The decision to privatize Channel 4 is facing delays after the new Culture Secretary, Nadine Dorries, was overwhelmed by opposition to a sale of the broadcaster, The Times reported.
Dorries was due to respond this month to submissions made in relation to plans to offload Channel 4, which is state-owned but self-funded through advertising. However, after a flood of opposition, her response is now not expected until January 2022, delaying any sale. The government is understood to have received 60.000 submissions in support of its status as a publicly owned.

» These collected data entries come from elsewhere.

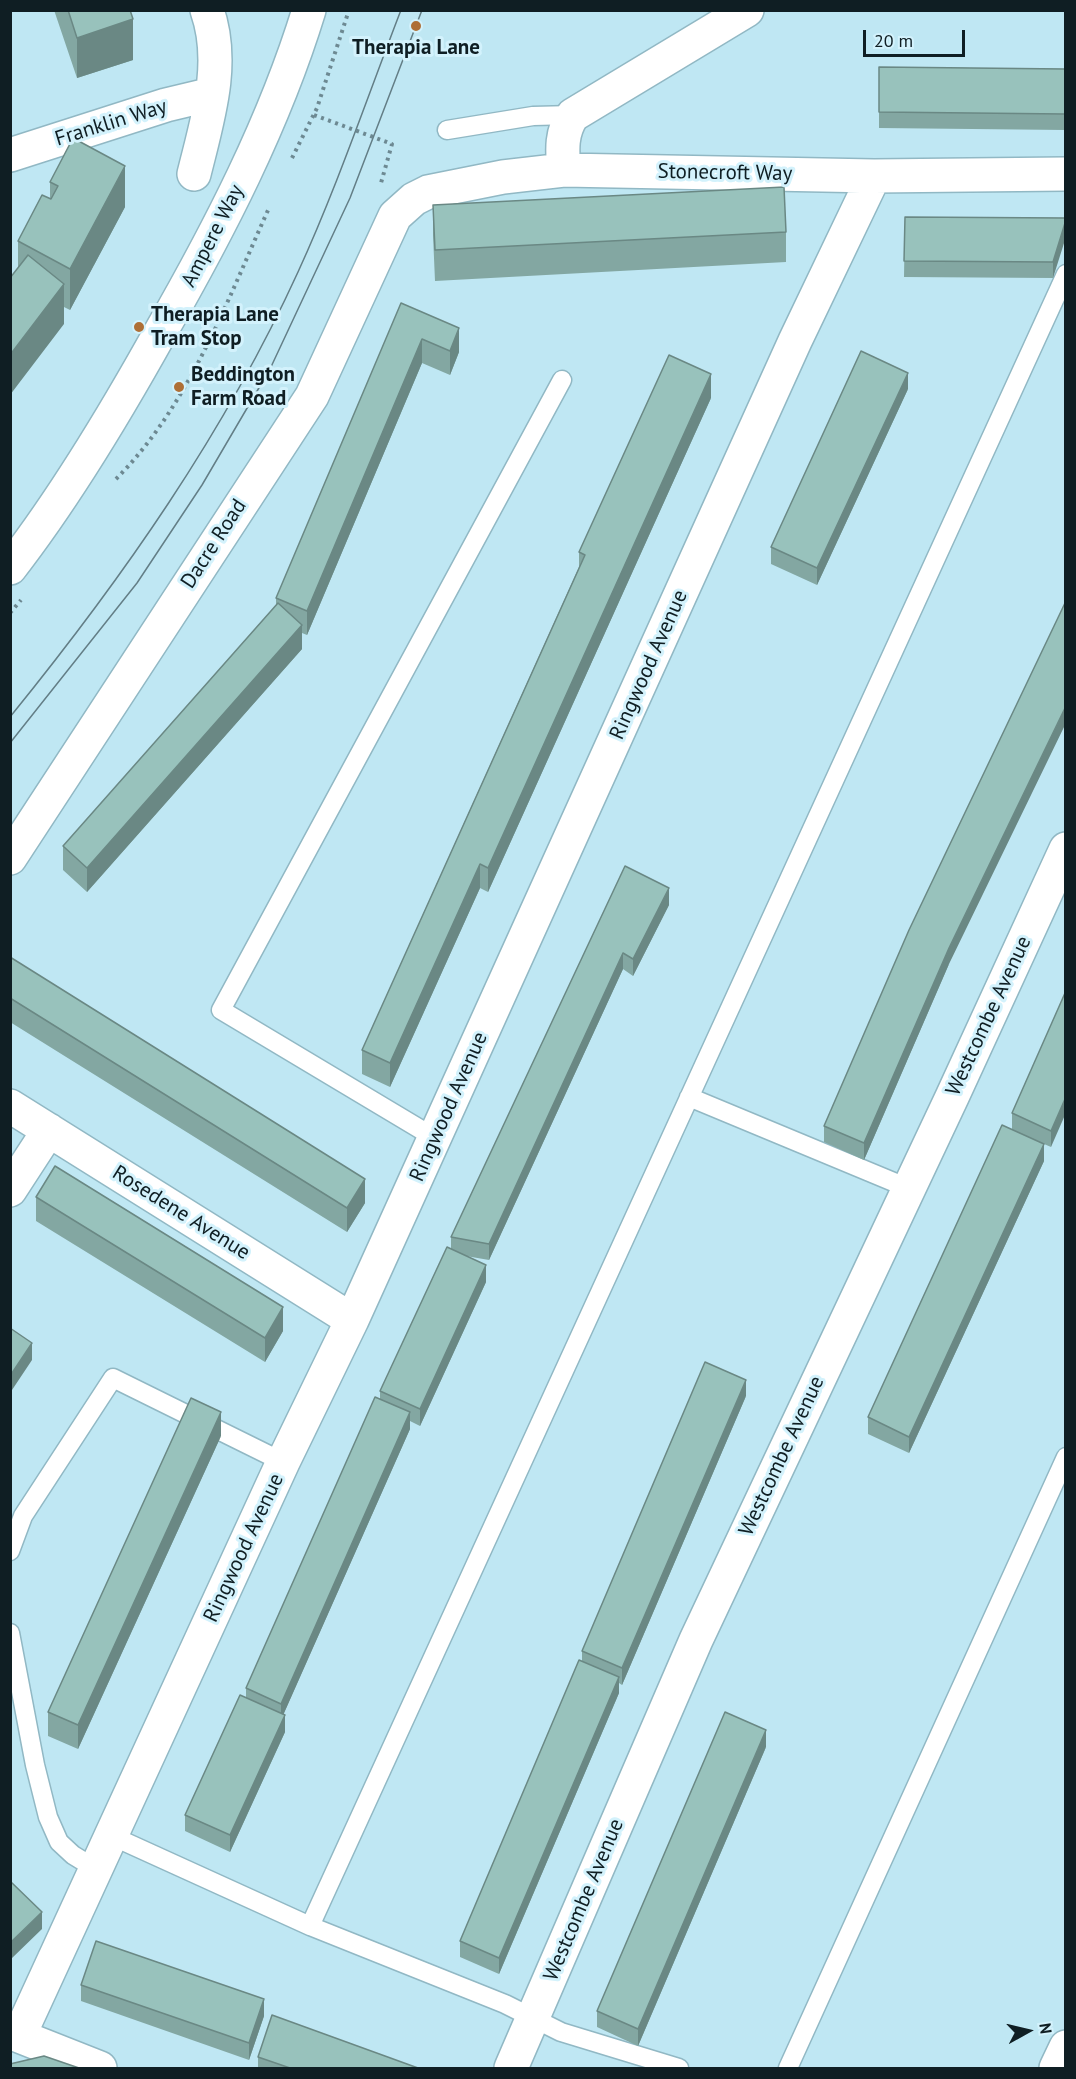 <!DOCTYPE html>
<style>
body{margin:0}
#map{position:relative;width:1076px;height:2079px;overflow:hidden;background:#bfe7f3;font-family:"PT Sans",sans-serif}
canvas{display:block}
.frame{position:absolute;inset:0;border:12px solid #0f1e23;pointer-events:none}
.north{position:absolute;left:998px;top:2001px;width:60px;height:60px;-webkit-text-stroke:4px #d3f2fc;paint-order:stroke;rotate:82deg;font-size:16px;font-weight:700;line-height:24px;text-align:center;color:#0f1e23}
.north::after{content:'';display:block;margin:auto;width:21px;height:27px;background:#0f1e23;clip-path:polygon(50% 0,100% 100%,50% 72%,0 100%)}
.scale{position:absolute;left:863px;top:30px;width:102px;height:27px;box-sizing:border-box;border:3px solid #0f1e23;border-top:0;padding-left:8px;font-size:18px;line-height:21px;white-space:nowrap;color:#0f1e23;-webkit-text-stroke:4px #d3f2fc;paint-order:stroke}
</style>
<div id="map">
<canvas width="1076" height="2079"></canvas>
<div class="frame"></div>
<div class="north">N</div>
<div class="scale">20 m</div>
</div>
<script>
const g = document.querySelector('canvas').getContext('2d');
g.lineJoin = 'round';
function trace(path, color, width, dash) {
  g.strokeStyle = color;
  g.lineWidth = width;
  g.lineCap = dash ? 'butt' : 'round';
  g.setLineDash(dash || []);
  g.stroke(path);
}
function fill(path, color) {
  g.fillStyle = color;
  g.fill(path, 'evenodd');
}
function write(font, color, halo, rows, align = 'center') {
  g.font = font + ' "PT Sans",sans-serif';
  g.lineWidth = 6;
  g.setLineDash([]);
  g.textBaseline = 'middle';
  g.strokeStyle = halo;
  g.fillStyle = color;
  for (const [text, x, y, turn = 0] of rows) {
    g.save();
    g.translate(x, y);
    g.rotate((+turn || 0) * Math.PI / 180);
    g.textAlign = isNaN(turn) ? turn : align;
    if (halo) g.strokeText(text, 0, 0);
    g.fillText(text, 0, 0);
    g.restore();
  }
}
const lane = new Path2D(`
 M447,130L533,116L573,115
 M689,1097L908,1188
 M435,1138L221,1010L562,380
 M10,1551L23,1516L113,1378L283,1462
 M10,1633L35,1765L48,1817L59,1842L73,1855L96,1869
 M112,1836L310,1926L505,2004L561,2032L679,2068
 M310,1926L1066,274
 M788,2068L1066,1457`);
const street = new Path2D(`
 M10,155L166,105L212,94
 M564,170C562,150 561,132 573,115L747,10
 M194,174C207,121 226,64 207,10
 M10,858L312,396L395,216L414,199L428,192L503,177L564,170L874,176L1066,174
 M10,1106L352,1320
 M10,1190L49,1130
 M10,2030L19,2036L100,2068
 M19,2036L283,1462L352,1320L795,341L874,176
 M511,2068L696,1640L952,1097L1066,849`);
const secondary = new Path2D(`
 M10,568C66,496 116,412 160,333C219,230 274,124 309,10`);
const primary = new Path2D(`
 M1056,2068L1066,2047`);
trace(lane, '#91b8c4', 21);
trace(street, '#91b8c4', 36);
trace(secondary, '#91b8c4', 36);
trace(primary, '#91b8c4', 36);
trace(new Path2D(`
 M314,115L392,144L381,183
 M292,158L317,108L349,10
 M116,479C189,406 227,301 269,208
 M10,613L21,600`), '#6d8992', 4, [3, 4.5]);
trace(lane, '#fff', 18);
trace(street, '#fff', 33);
trace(secondary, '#fff', 33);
trace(primary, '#fff', 33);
trace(new Path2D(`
 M10,717C122,579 224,434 298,272C337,187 367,98 401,10
 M10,743L137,583L202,485L270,369L350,198L422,10`), '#637e86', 1.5);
fill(new Path2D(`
 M54,10H130L133,60L77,78Z
 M879,67L1065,69V130L879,128Z
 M50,182L125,207L70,310L64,307V324L18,269V241L50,199Z
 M433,205L786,232V262L435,281L433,235Z
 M905,217L1065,218L1053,278L904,277Z
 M401,303L459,352L450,375L422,363L307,635L302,633V649L87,892L63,870V846L276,605V598Z
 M908,389L817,585L771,564V547Z
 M711,398L488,892L480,888L390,1087L362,1074V1050L579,567V552Z
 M625,866L669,905L633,976L623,969L489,1260L466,1256L486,1282L420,1426L410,1421V1429L283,1715L285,1732L230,1852L185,1831V1815L246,1698V1688L380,1399V1391L451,1249V1237Z
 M10,957L365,1203L347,1232L10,1022Z
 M949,964L864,1160L824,1142V1126Z
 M1065,993L1051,1147L1044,1144V1161L909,1453L868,1434V1417L1012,1129V1113Z
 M36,1197L283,1331L265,1362L36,1221Z
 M746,1396L622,1685L619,1683V1693L499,1974L460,1957V1941L582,1661V1651Z
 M221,1436L78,1749L48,1736V1712Z
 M766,1747L638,2046L597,2027V2011Z
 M81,1985L264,2016L249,2060L81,2001Z
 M258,2057L418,2068H258Z`), '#83a7a2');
fill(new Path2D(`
 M133,19V60L77,78V38Z
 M125,166V207L70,310V269Z
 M1065,223V240L1053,278V262Z
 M64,284V324L10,395V355Z
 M459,328V352L450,375V351Z
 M422,339V363L307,635V611Z
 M908,373V389L817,585V568Z
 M711,374V398L488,892V868Z
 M302,625V649L87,892V868Z
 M1065,708V725L949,964L864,1160V1143L949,948Z
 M480,864V888L390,1087V1063Z
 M669,888V905L633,976V959Z
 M623,953V969L489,1260V1244Z
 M1065,1099V1115L1051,1147V1131Z
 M1044,1144V1161L909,1453V1437Z
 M365,1179V1203L347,1232V1208Z
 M486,1265V1282L420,1426V1409Z
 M283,1307V1331L265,1362V1338Z
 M32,1343V1360L10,1393V1376Z
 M746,1380V1396L622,1685V1668Z
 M221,1412V1436L78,1749V1725Z
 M410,1412V1429L281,1720V1704Z
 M619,1677V1693L499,1974V1958Z
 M285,1715V1732L230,1852V1835Z
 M766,1730V1747L638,2046V2029Z
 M42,1912V1929L10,1960V1943Z
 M264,1999V2016L249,2060V2043Z`), '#6a8884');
const building = new Path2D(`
 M68,10H130L133,19L77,38Z
 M879,67L1065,69V114L879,112Z
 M73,138L125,166L70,269L18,241L42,195L51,199L58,186L50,182Z
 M784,187L786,232L435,250L433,205Z
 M905,217L1065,218V223L1053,262L904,261Z
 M28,255L64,284L10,355V278Z
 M401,303L459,328L450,351L422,339L307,611L276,598Z
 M861,351L908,373L817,568L771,547Z
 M669,355L711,374L488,868L480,864L390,1063L362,1050L585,555L579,552Z
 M278,603L302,625L87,868L63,846Z
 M1065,603V708L949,948L864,1143L824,1126L909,930Z
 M625,866L669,888L633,959L623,953L489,1244L451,1237Z
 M10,957L365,1179L347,1208L10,998Z
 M1065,993V1099L1051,1131L1012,1113Z
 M1002,1125L1044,1144L909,1437L868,1417Z
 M55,1166L283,1307L265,1338L36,1197Z
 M447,1247L486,1265L420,1409L380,1391Z
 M10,1328L32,1343L10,1376Z
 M705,1362L746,1380L622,1668L582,1651Z
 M375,1397L410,1412L281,1704L246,1688Z
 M191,1398L221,1412L78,1725L48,1712Z
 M579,1660L619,1677L499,1958L460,1941Z
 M240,1695L285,1715L230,1835L185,1815Z
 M725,1712L766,1730L638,2029L597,2011Z
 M10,1881L42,1912L10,1943Z
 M96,1941L264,1999L249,2043L81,1985Z
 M272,2015L418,2068H290L258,2057Z
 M44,2056L79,2068H10V2064Z`);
fill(building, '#98c2bc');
trace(building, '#6a8884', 1.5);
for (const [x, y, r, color] of [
 [416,26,6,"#ae6f36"],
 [139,327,6,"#ae6f36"],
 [179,387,6,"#ae6f36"]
]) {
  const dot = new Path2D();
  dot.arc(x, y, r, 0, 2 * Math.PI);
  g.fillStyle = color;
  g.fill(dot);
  trace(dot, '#d3f2fc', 2);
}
write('bold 21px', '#0f1e23', '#d3f2fc', [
 ["Therapia Lane",416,48,"center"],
 ["Therapia Lane",151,315],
 ["Tram Stop",151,339],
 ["Beddington",191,375],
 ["Farm Road",191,399]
], 'left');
write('21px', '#0f1e23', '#d3f2fc', [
 ["Franklin Way",111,123,-17],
 ["Stonecroft Way",725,173,1],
 ["Ampere Way",213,236,-63],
 ["Dacre Road",214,544,-57],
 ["Ringwood Avenue",649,665,-66],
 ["Westcombe Avenue",989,1016,-65],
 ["Ringwood Avenue",449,1107,-66],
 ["Rosedene Avenue",181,1213,32],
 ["Westcombe Avenue",782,1456,-65],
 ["Ringwood Avenue",244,1548,-65],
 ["Westcombe Avenue",584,1900,-67]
]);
</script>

The news comes just weeks after reports that the former Chief Executive of Channel 4, Lord Grade, Discovery, Sky and at least one US private equity firm have been eyeing the broadcaster. Grade, who is on a panel advising ministers on the future of public service broadcasting, last month urged a House of Lords committee to shake up the channel’s ownership.
“The time to change the nature of Channel 4 is now, before it falls over, before it succumbs to the inevitable decline,” Grade declared, warning that the network is “in a straitjacket of regulation and statutes that completely prevent it from taking advantage of what it has achieved so far”.
Back in September, Oliver Dowden, the Secretary of State for Digital, Culture, Media and Sport of the United Kingdom, had also reiterated his belief that Channel 4 would benefit from a change of ownership. However, according to Ampere Analysis, the proposed privatization of the publicly-owned broadcaster would significantly impact the UK’s independent production sector.